Keith Haring, Photographie de Philip Hugues Bonan

Keith Haring

Keith Haring, né en 1958 et décédé en 1990, était un artiste américain emblématique du pop art et du street art. Connu pour ses dessins aux lignes simples et ses personnages colorés, souvent porteurs de messages sociaux et politiques, Haring a marqué l'art contemporain par son style accessible et engagé, touchant des sujets tels que l'amour, la guerre, et la lutte contre le SIDA.

 

 

 

La rencontre entre Keith Haring et Philipp Hugues Bonan.

J’ai rencontré Keith Haring par un hasard. En 1989, je n’avais pas encore entendu parler de lui. Il était pourtant une star aux États Unis. Il était avec Warhol et Basquiat la star de New York. En France, on ne le connaissait pas. Il faisait des expositions mais était connu seulement d’un petit milieu proche de Jean-Charles de Castelbajac.


C’est quelques mois après sa mort, à la diffusion d’une émission d’une heure qui lui était consacrée sur Canal +, que j’ai vraiment réalisé la chance que j’avais eue de pouvoir le photographier.


Je venais d’arriver à Paris. Je n’avais pas d’appartement et mon cousin me laissait le sien, un tout petit appartement au 26 rue de Cotte.  Sur le même pallier habitait également un gars très branché,  Ludovic L. Il portait des blousons de cuir avec des têtes de mort. Il avait une Harley et il y avait chez lui un défilé permanent de top modèles. Un jour, je suis allé frapper à sa porte et, dans le fil de la conversation, je lui ai montré mes photos de Zao Wou-Ki et de Jean Messagier. A un moment, il m’a dit : « Tu sais, moi, j'ai un copain peintre, je peux te le faire photographier, si ça te dit". Et là dessus, il me dit, attention, « ça va être la plus grande star que tu auras jamais photographiée ».


Cette scène s’était déroulée en février ou mars 1989 et rendez-vous était pris pour le mois de juin suivant où Haring devait  peindre un ballon dirigeable dans un hangar avec le peintre Erik Boulatov. La veille du jour J, ne sachant pas si la séance aurait lieu, j’ai frappé à la porte de Ludo. J’y ai rencontré la galeriste new yorkaise de de l’artiste qui a regardé mes photos et a dit: « Ok ok… »


Le lendemain, j’étais sur les lieux. Mais je n’étais pas seul.  Il y avait d’autres journalistes, des photographes.

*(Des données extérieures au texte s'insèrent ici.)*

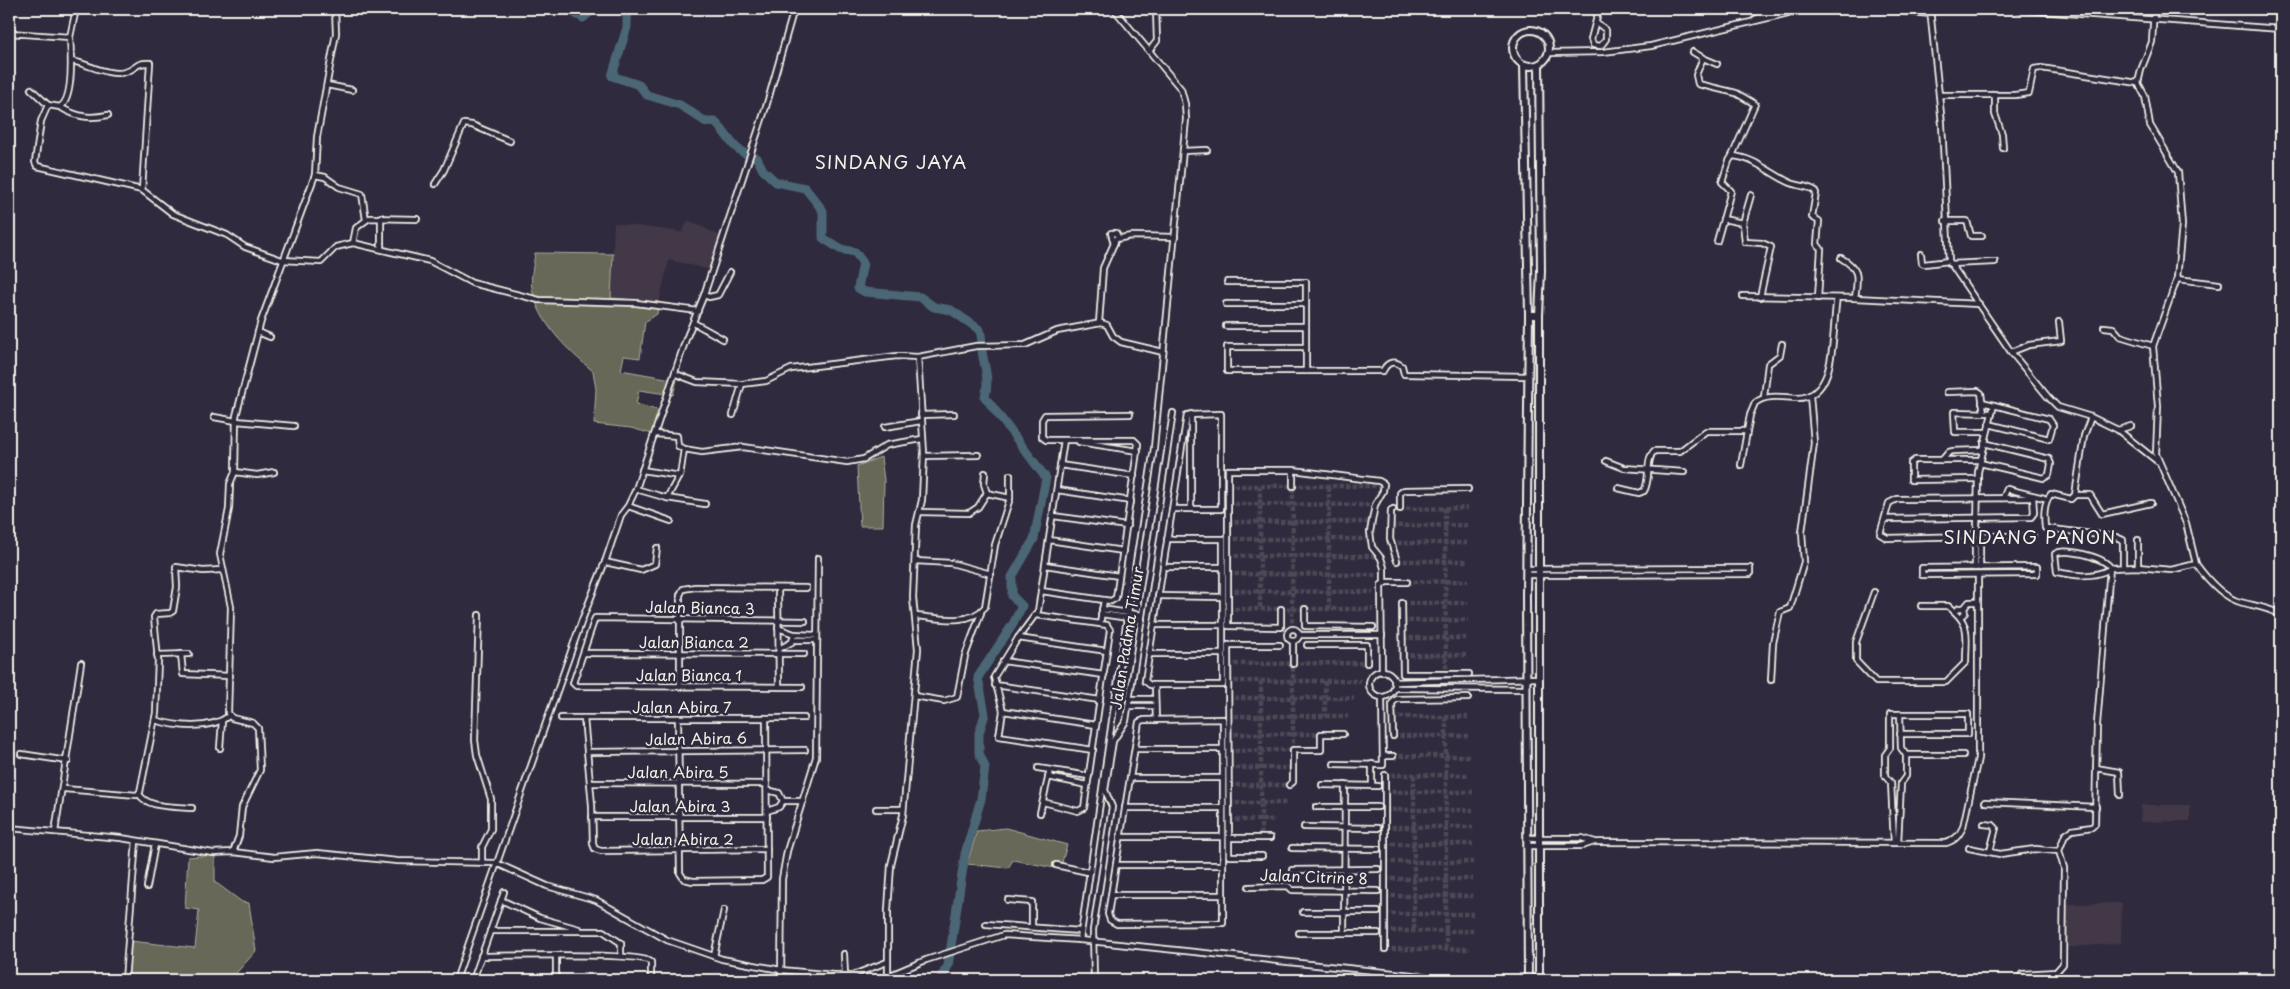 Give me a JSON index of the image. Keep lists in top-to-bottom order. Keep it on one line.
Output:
{"streets":{"street":["Jalan Bianca 3","Jalan Padma Timur","Jalan Bianca 2","Jalan Bianca 1","Jalan Abira 7","Jalan Abira 6","Jalan Abira 5","Jalan Abira 3","Jalan Abira 2","Jalan Citrine 8"]},"crossings":[["Jalan Bianca 3","Jalan Bianca 2"],["Jalan Bianca 3","Jalan Bianca 1"],["Jalan Bianca 2","Jalan Bianca 1"],["Jalan Abira 3","Jalan Abira 2"]],"districts":["SINDANG JAYA","SINDANG PANON"]} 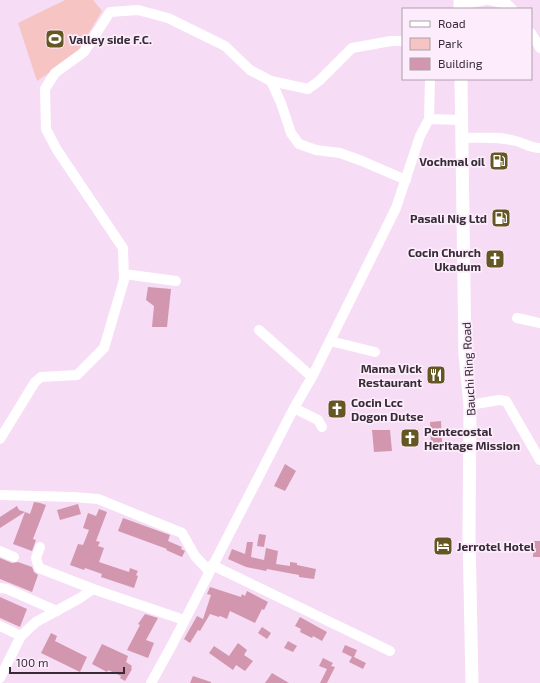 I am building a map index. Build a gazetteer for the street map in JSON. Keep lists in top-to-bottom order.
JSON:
{
  "streets": {
    "main road": ["Bauchi Ring Road"]
  },
  "places": {
    "sports": ["Valley side F.C."],
    "fuel station": ["Vochmal oil", "Pasali Nig Ltd"],
    "church": ["Cocin Church Ukadum", "Cocin Lcc Dogon Dutse", "Pentecostal Heritage Mission"],
    "restaurant": ["Mama Vick Restaurant"],
    "hotel": ["Jerrotel Hotel"]
  },
  "legend": ["Road", "Park", "Building"],
  "scale_bar": "100 m"
} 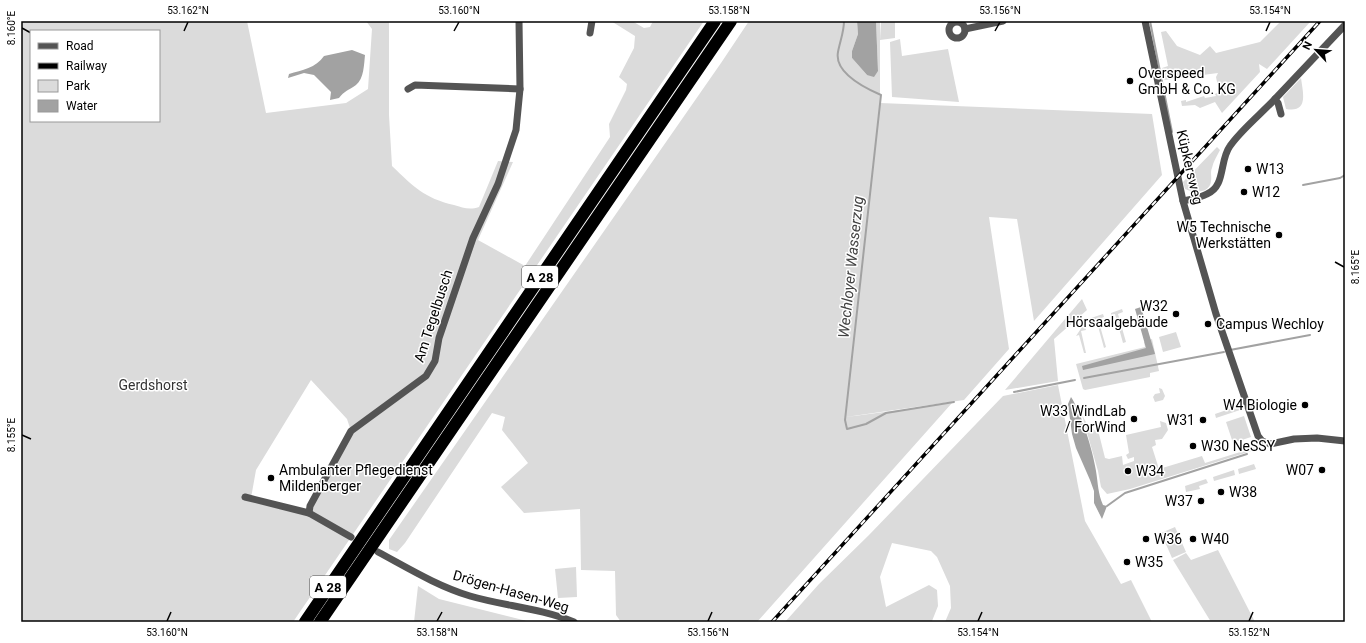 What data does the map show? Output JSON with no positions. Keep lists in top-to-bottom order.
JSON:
{
  "streets": {
    "highway": ["A 28"],
    "street": ["Küpkersweg", "Am Tegelbusch", "Drögen-Hasen-Weg"]
  },
  "water": ["Wechloyer Wasserzug"],
  "parks": ["Gerdshorst"],
  "places": [
    "Overspeed GmbH & Co. KG",
    "W13",
    "W12",
    "W5 Technische Werkstätten",
    "W32 Hörsaalgebäude",
    "Campus Wechloy",
    "W4 Biologie",
    "W33 WindLab / ForWind",
    "W31",
    "W30 NeSSY",
    "W07",
    "W34",
    "Ambulanter Pflegedienst Mildenberger",
    "W38",
    "W37",
    "W36",
    "W40",
    "W35"
  ],
  "legend": [
    "Road",
    "Railway",
    "Park",
    "Water"
  ],
  "north": "top left",
  "coordinates": [
    "53.162°N",
    "53.160°N",
    "53.158°N",
    "53.156°N",
    "53.154°N",
    "8.160°E",
    "8.165°E",
    "8.155°E",
    "53.152°N"
  ]
} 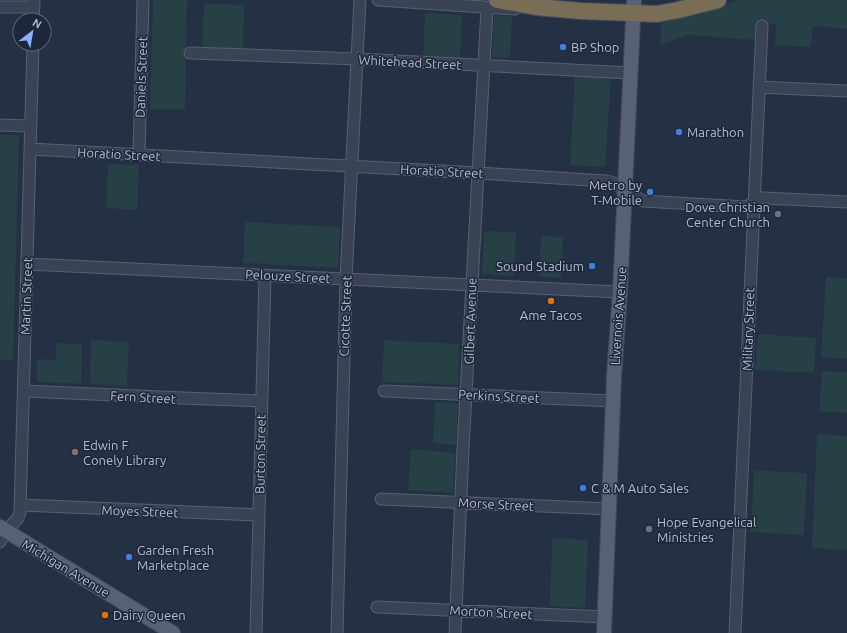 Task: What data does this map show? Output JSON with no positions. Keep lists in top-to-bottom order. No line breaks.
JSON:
{"streets":{"main road":["Livernois Avenue","Michigan Avenue"],"street":["Whitehead Street","Daniels Street","Horatio Street","Pelouze Street","Martin Street","Cicotte Street","Gilbert Avenue","Military Street","Perkins Street","Fern Street","Burton Street","Morse Street","Moyes Street","Morton Street"]},"crossings":[["Whitehead Street","Cicotte Street"],["Whitehead Street","Livernois Avenue"],["Whitehead Street","Gilbert Avenue"],["Daniels Street","Horatio Street"],["Horatio Street","Martin Street"],["Horatio Street","Cicotte Street"],["Horatio Street","Livernois Avenue"],["Horatio Street","Gilbert Avenue"],["Horatio Street","Military Street"],["Pelouze Street","Martin Street"],["Pelouze Street","Cicotte Street"],["Pelouze Street","Livernois Avenue"],["Pelouze Street","Gilbert Avenue"],["Pelouze Street","Burton Street"],["Martin Street","Fern Street"],["Martin Street","Moyes Street"],["Martin Street","Michigan Avenue"],["Livernois Avenue","Perkins Street"],["Livernois Avenue","Morse Street"],["Livernois Avenue","Morton Street"],["Gilbert Avenue","Perkins Street"],["Gilbert Avenue","Morse Street"],["Gilbert Avenue","Morton Street"],["Fern Street","Burton Street"],["Burton Street","Moyes Street"]],"places":["BP Shop","Marathon","Metro by T-Mobile","Dove Christian Center Church","Sound Stadium","Ame Tacos","Edwin F Conely Library","C & M Auto Sales","Hope Evangelical Ministries","Garden Fresh Marketplace","Dairy Queen"],"north":"top right"} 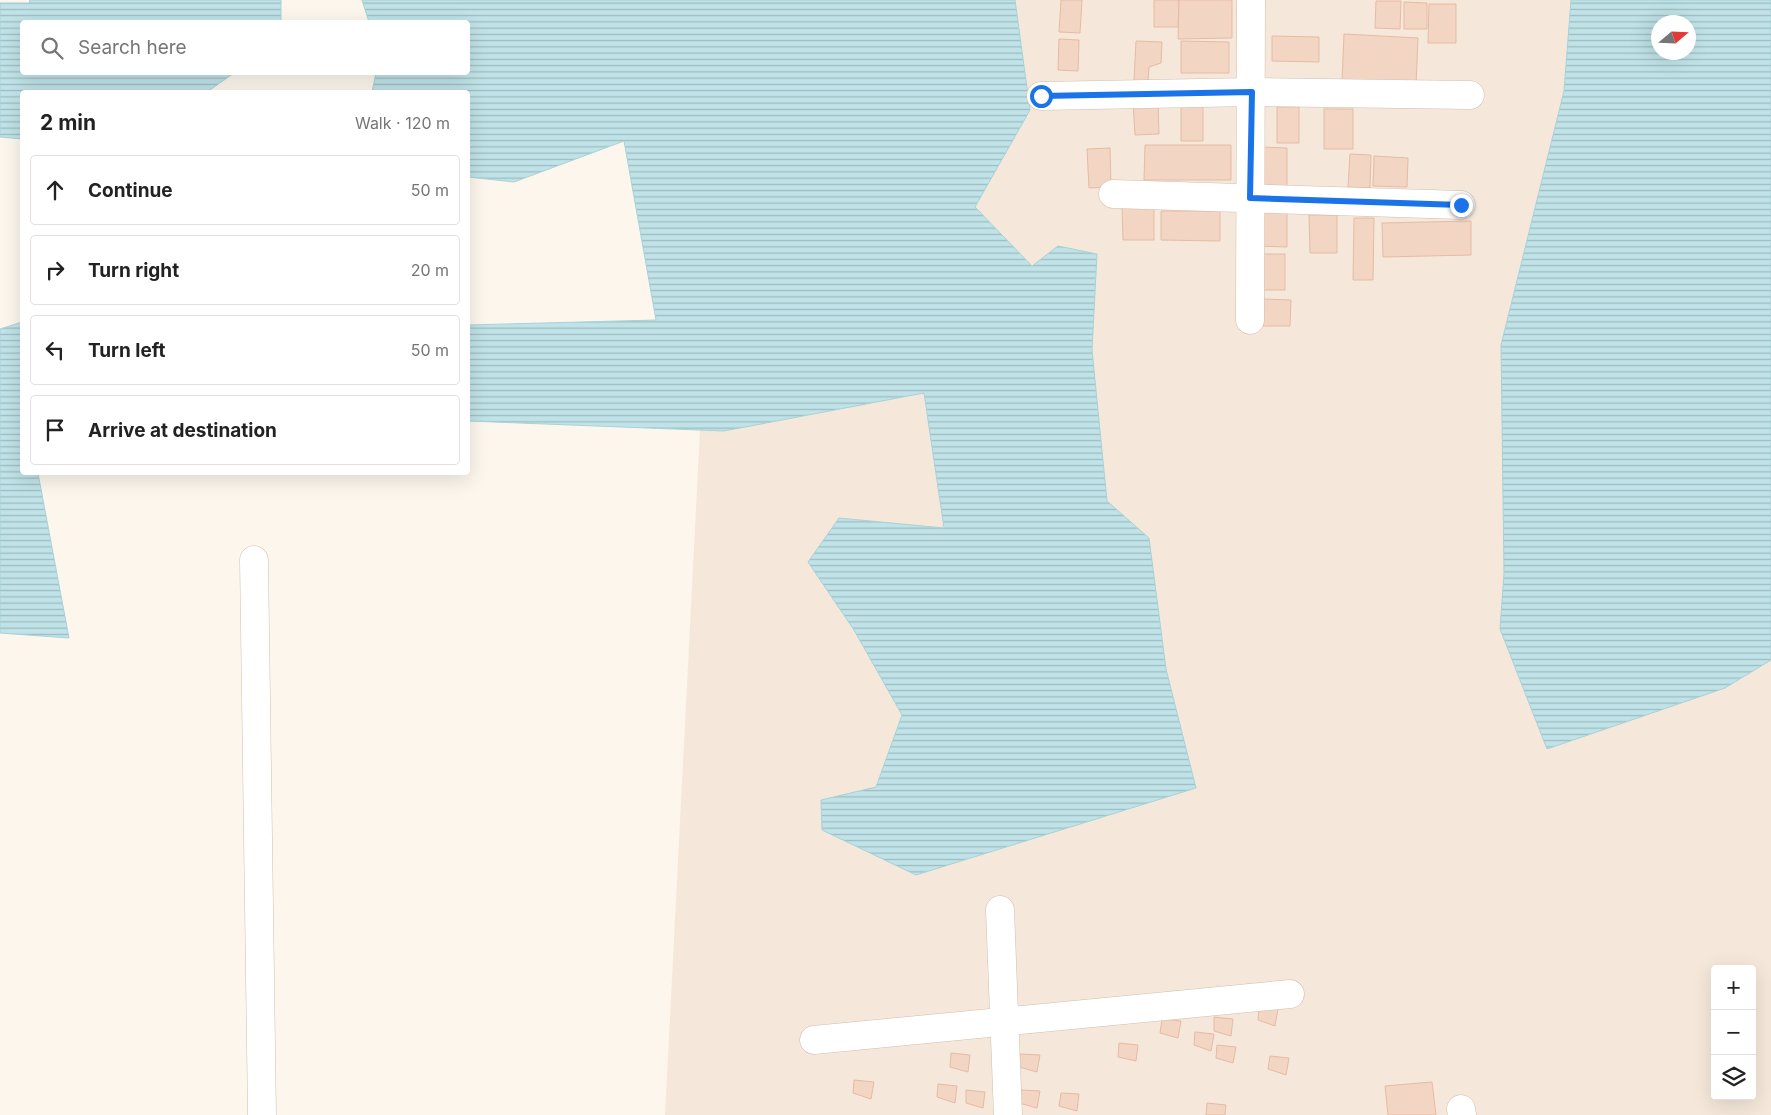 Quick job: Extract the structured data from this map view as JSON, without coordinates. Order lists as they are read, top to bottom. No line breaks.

J’ai senti qu’ils se moquaient de moi parce que j’avais un vieux Rolleiflex des années 50 quand eux avaient des appareils modernes. Quand Keith Haring  est arrivé,  j'ai senti que c'était important parce qu'il était entouré par deux gars. Il était grand et charismatique. Et je me suis dit : "wow, ce gars là, il ne vient pas tout seul". J’ai attendu mon tour.  Mon voisin Ludo était là. Il me présente à lui. J'avais une boîte de photos. J’y avais mis un très beau portrait de Jean Miotte et une quinzaine de tirages 30-40. Je lui ai montré et il m'a dit je me débarrasse des photographes de presse et on aura plus de temps. Et là, il fait quelques petites photos, clic, clic, clic au flash avec tous les photographes.


Il est ensuite venu vers moi et je crois qu’il a posé, je ne sais pas,  au moins 20-25 minutes pour moi.  Après que j'ai fini mes photos, les autres journalistes sont venus me voir. T'es qui toi d'abord ? Tu travailles pour quelle agence ? Ils étaient un peu jaloux.

Ces photos sont devenues iconiques. Il y en a une également où il met son pouce sous le menton. C'est assez unique. J'avoue qu'on ne réussit pas beaucoup de photos dans sa vie, mais celle-ci, je crois que je l'ai réussie.